C’est une annonce qui pourrait transformer durablement l’accès aux études de santé en Bourgogne-Franche-Comté. En visite ce mardi 5 mai 2026 à l’Institut de Formation en Masso-Kinésithérapie (IFMK) de Dijon, le président de la Région, Jérôme Durain, a officialisé la gratuité de la formation en masso-kinésithérapie à compter de la rentrée de septembre 2026. Une décision attendue depuis plusieurs années par les étudiants et les professionnels du secteur.
Accueilli par les équipes pédagogiques et les étudiants de l’établissement dijonnais, le président de Région a présenté cette réforme comme une mesure forte en faveur de l’égalité des chances et de l’accès aux métiers de la santé. Jusqu’à présent, les étudiants de l’IFMK de Dijon devaient s’acquitter de frais de formation particulièrement élevés, estimés à près de 20 000 euros pour l’ensemble du cursus de quatre ans. Une charge financière importante qui poussait de nombreux étudiants à contracter des prêts ou à renoncer à cette orientation professionnelle.

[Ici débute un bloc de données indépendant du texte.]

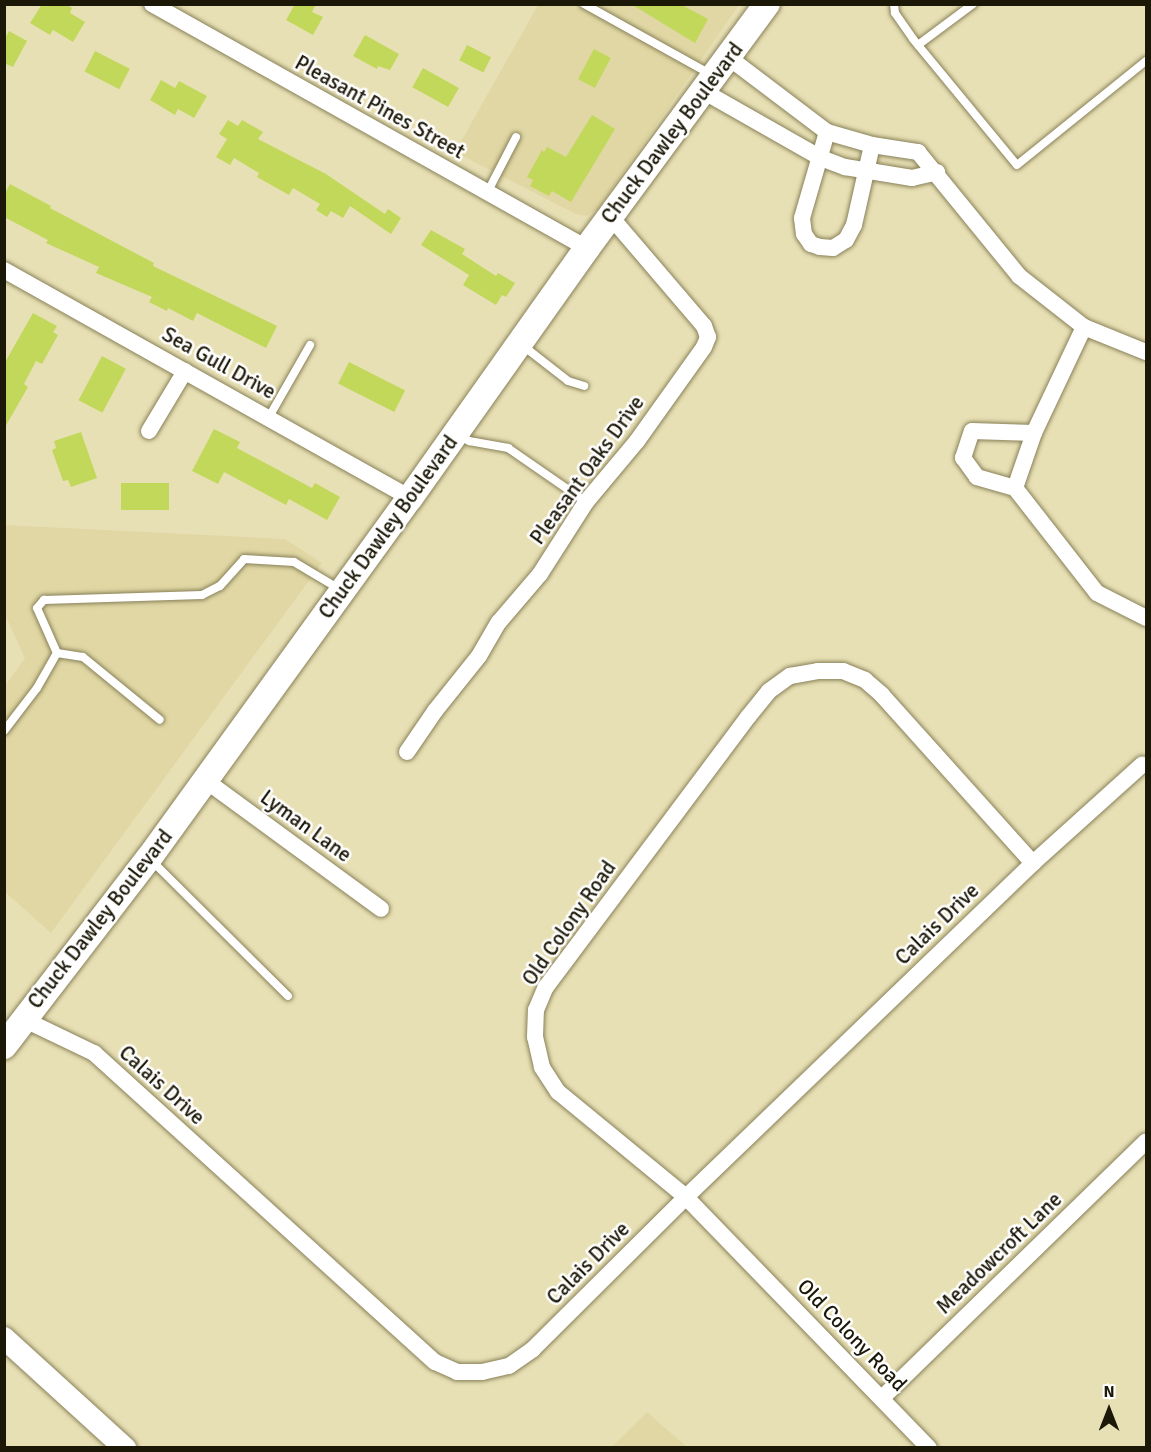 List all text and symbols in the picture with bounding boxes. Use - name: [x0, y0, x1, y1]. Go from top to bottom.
- street label: Chuck Dawley Boulevard: [596, 37, 748, 229]
- street label: Pleasant Pines Street: [291, 50, 469, 164]
- street label: Sea Gull Drive: [158, 321, 280, 405]
- street label: Pleasant Oaks Drive: [525, 391, 649, 549]
- street label: Chuck Dawley Boulevard: [313, 430, 463, 624]
- street label: Lyman Lane: [255, 784, 357, 868]
- street label: Chuck Dawley Boulevard: [22, 824, 178, 1014]
- street label: Old Colony Road: [517, 856, 621, 990]
- street label: Calais Drive: [890, 878, 984, 970]
- street label: Calais Drive: [114, 1040, 210, 1130]
- street label: Meadowcroft Lane: [931, 1187, 1067, 1319]
- street label: Calais Drive: [541, 1216, 635, 1310]
- street label: Old Colony Road: [792, 1274, 912, 1396]
- north arrow: [1079, 1380, 1139, 1440]
- text: N: [1103, 1382, 1115, 1402] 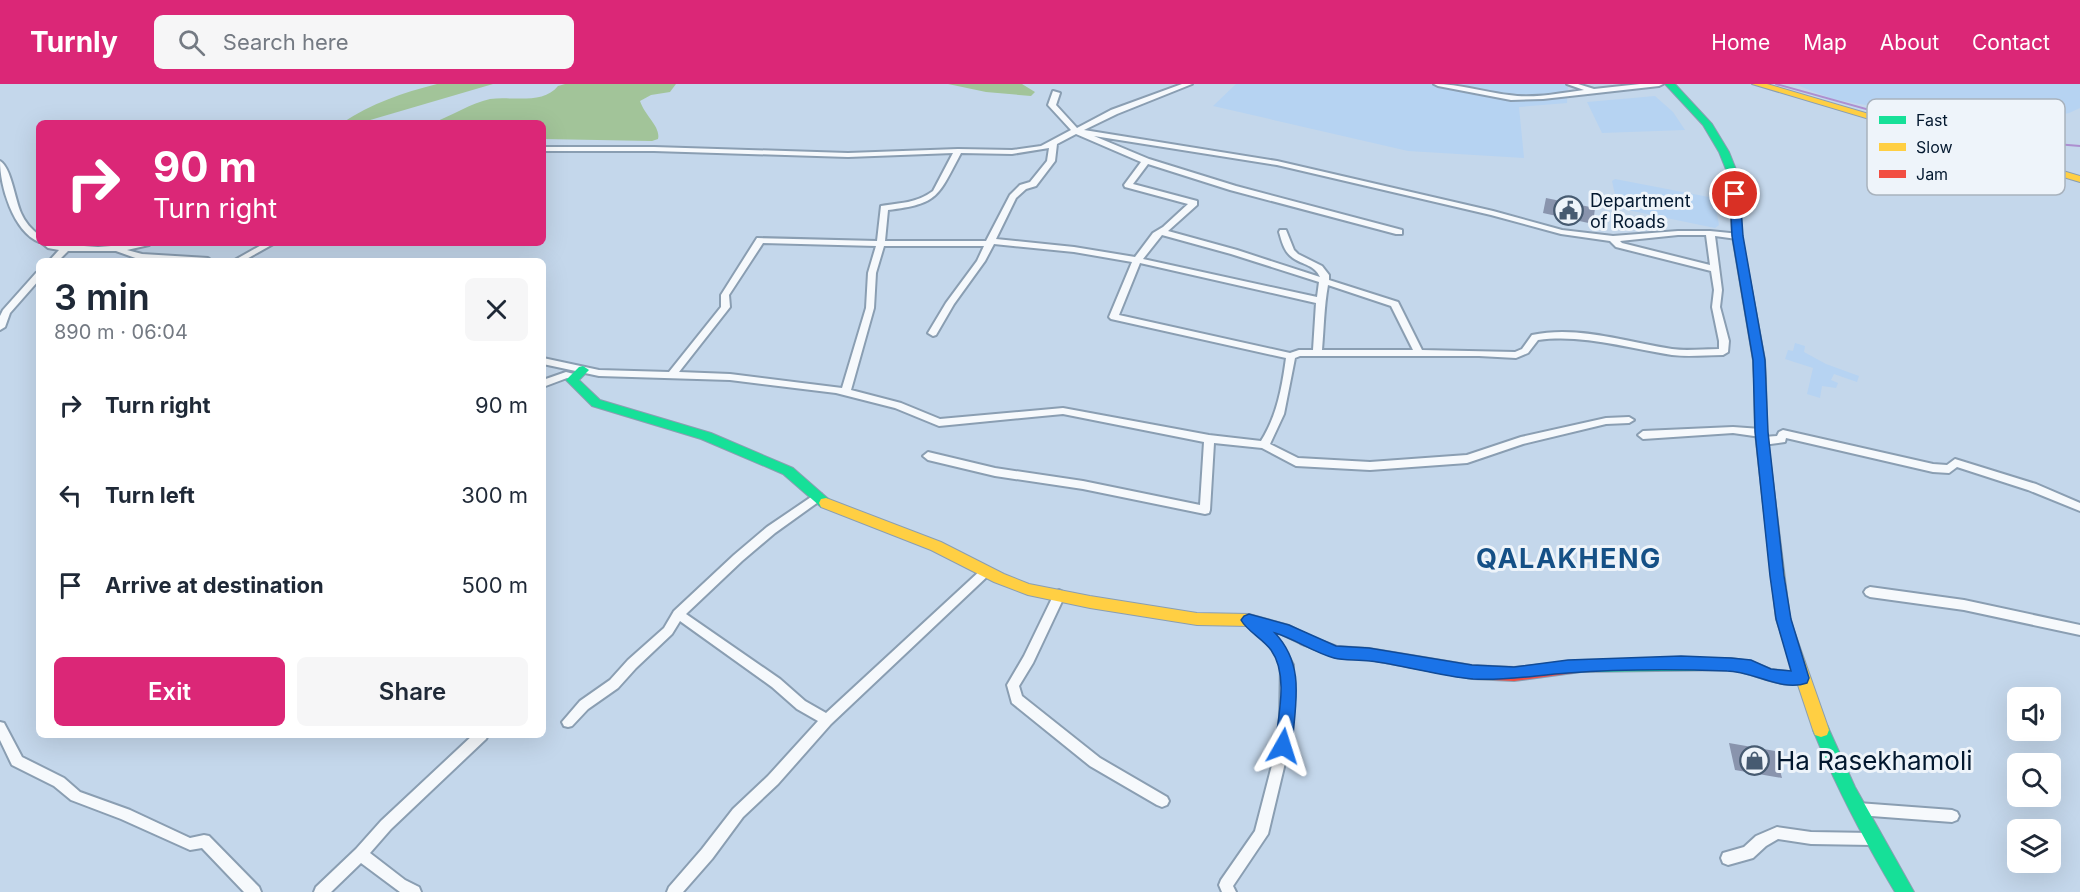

Cette situation créait également une disparité territoriale au sein même de la région. En Franche-Comté, les étudiants en masso-kinésithérapie bénéficiaient déjà d’une formation universitaire gratuite, contrairement à leurs homologues dijonnais, formés dans un établissement privé autorisé par la Région, l’Ademk. Avec cette réforme, la Bourgogne-Franche-Comté entend harmoniser les conditions d’accès aux études de kinésithérapie sur l’ensemble du territoire régional.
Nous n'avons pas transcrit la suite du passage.